Want to allow ADFS to be installed correctly? Our trusty Canadian PFE Gregg O’Brien shows us a recent issue he resolved at a customer’s site and how he quickly brought balance back to the force….
Upon installing a new ADFS infrastructure or upon renewal/replacement of the certificate on an existing ADFS infrastructure, you may receive an error stating, “The certificates with the CNG private key are not supported. Use a certificate based on a key pair generated by a legacy Cryptographic Service Provider.”
This problem occurs because the certificate used employs newer cryptographic technology known as Cryptographic Next Generation (CNG). CNG permits the use of a suite of newer public key providers which are not compatible with ADFS.
To resolve the issue, use a certificate that does not use the CNG suite.
If you are using a Microsoft Certificate Authority to issue the certificate, you can ensure the use of the legacy API by using a certificate template that specifies a Legacy Cryptographic Service Provider. This can be achieved by selecting a V1 template such as the Web Server Certificate and duplicating it.
Then make sure that the appropriate CSP is chosen:
Once you have the correct CSP and have enabled it on your Certificate Authority, you can issue the certificate to the server and then export it.
Once it’s exported you can import it into the wizard and complete the configuration.
If you have received your certificate from a public certificate authority, you will need to contact them to reissue your certificate with a legacy CSP so that the ADFS wizard can accept the certificate.
Posted by Rhoderick Milne, newbie MSPFE Editor
After struggling with this issue for four days I would suggest you to include a note, not to just this article to technet or a kb too.
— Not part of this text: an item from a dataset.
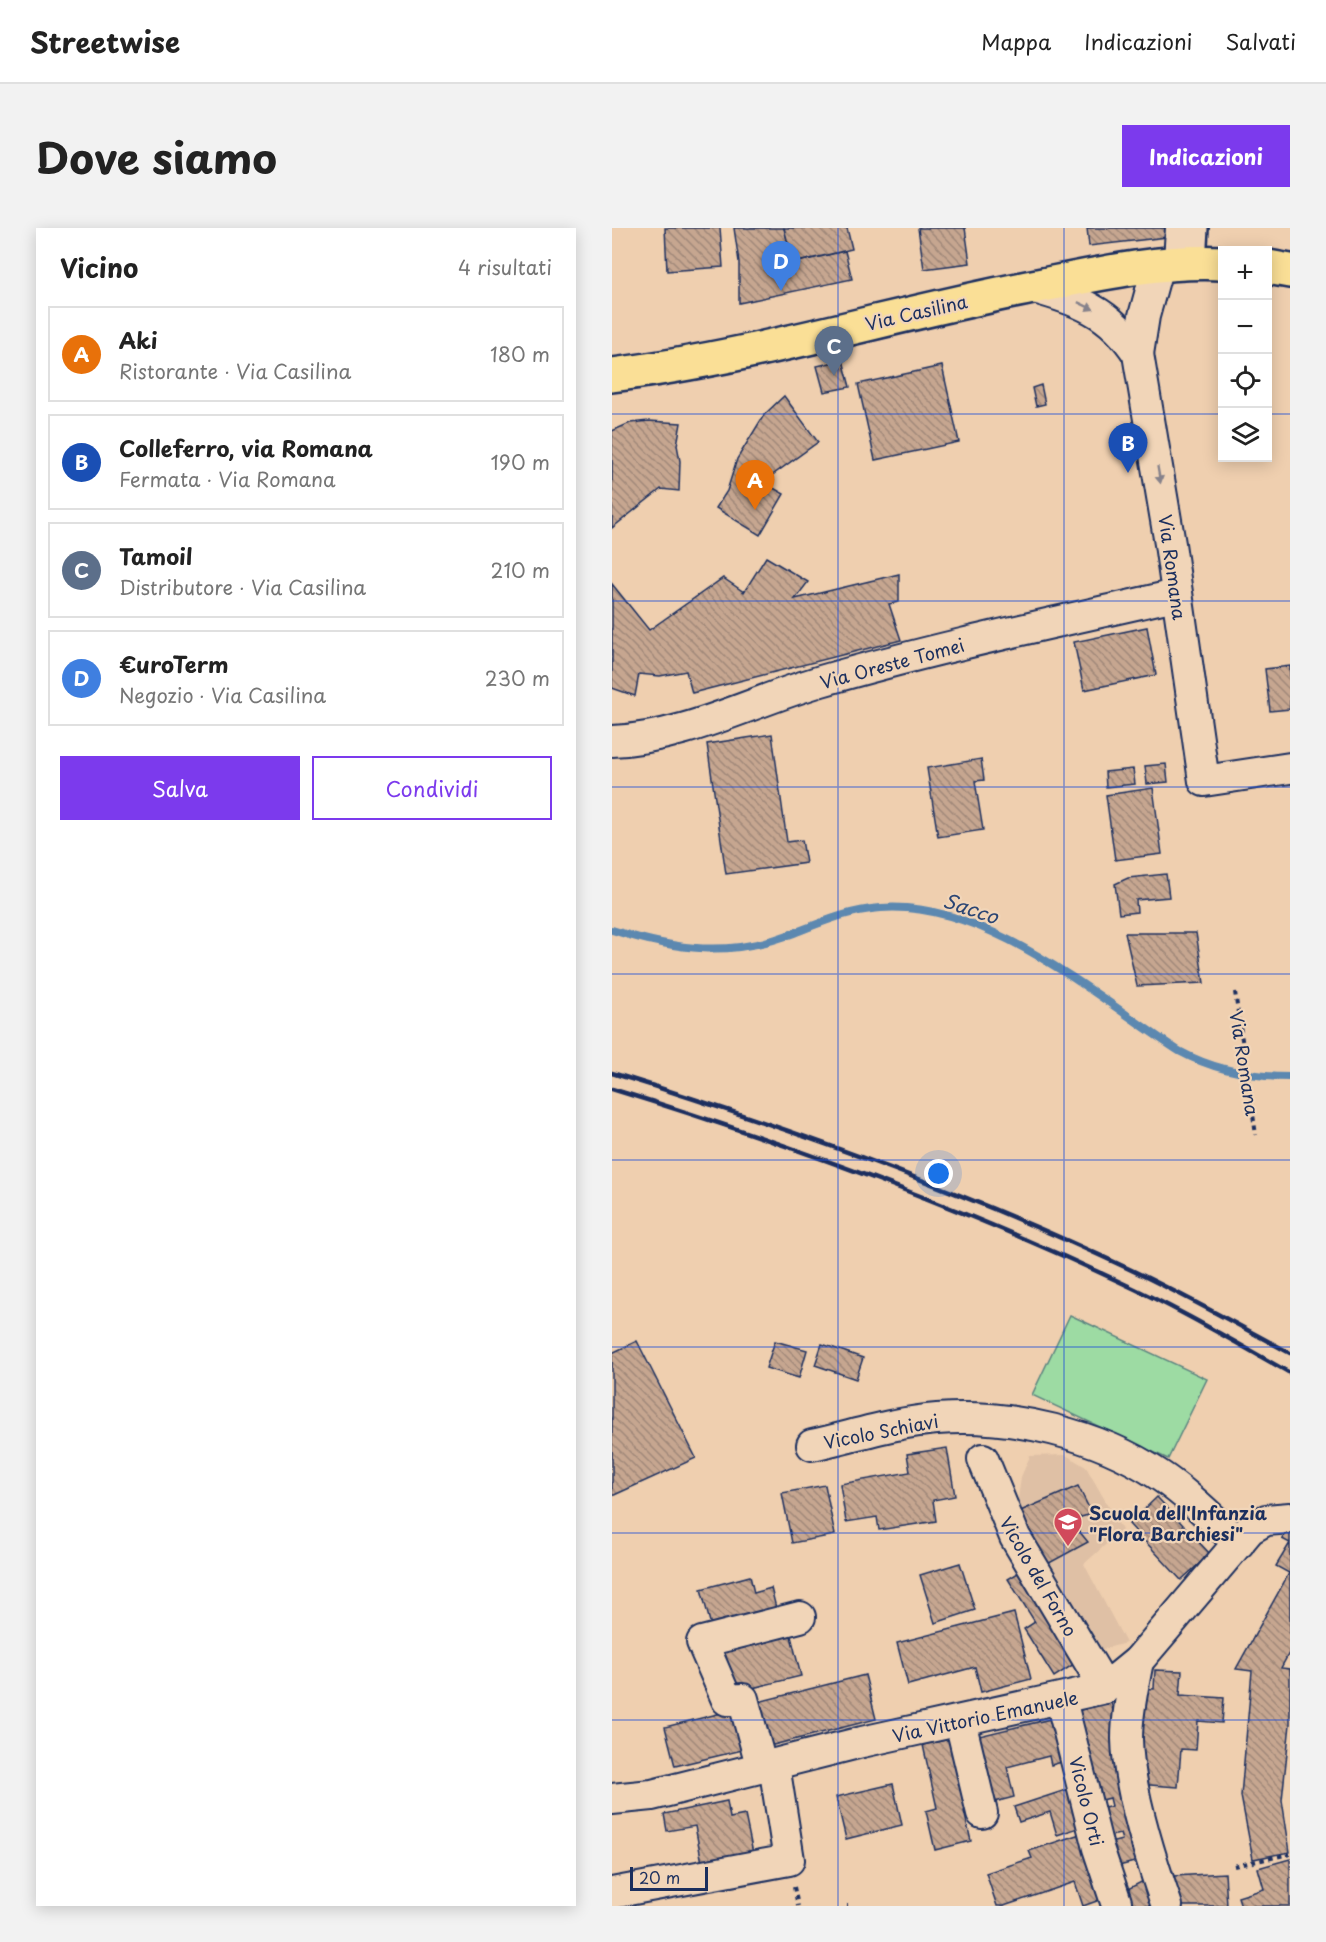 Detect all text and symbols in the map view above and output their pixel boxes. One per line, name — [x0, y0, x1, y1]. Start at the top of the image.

The issue I was able to solve is about fedutil in windows server 2012, it was a little complex since the utility just pops an error window "Invalid provider Type Specified" and the Application log just references something about SQM dll. After some googling I got to this site blogs.msdn.com/.../invalid-provider-type-specified-error-when-accessing-x509certificate2-privatekey.aspx but there was nothing to fix the issue, at least I couldn't figure it out until I got to this other site www.apollojack.com/.../invalid-provider-type-specified.html and BAM! there it is, request the certificate as legacy, when generating the custom request through the local certificates console. To close I just decided to further investigate about CNG and got to this article. So I hope this helps other having a hard time with Fedutil in Windows Server 2012.
Thanks! This helped - the 2012 interface didn't look like some of you pictures but I figured it out.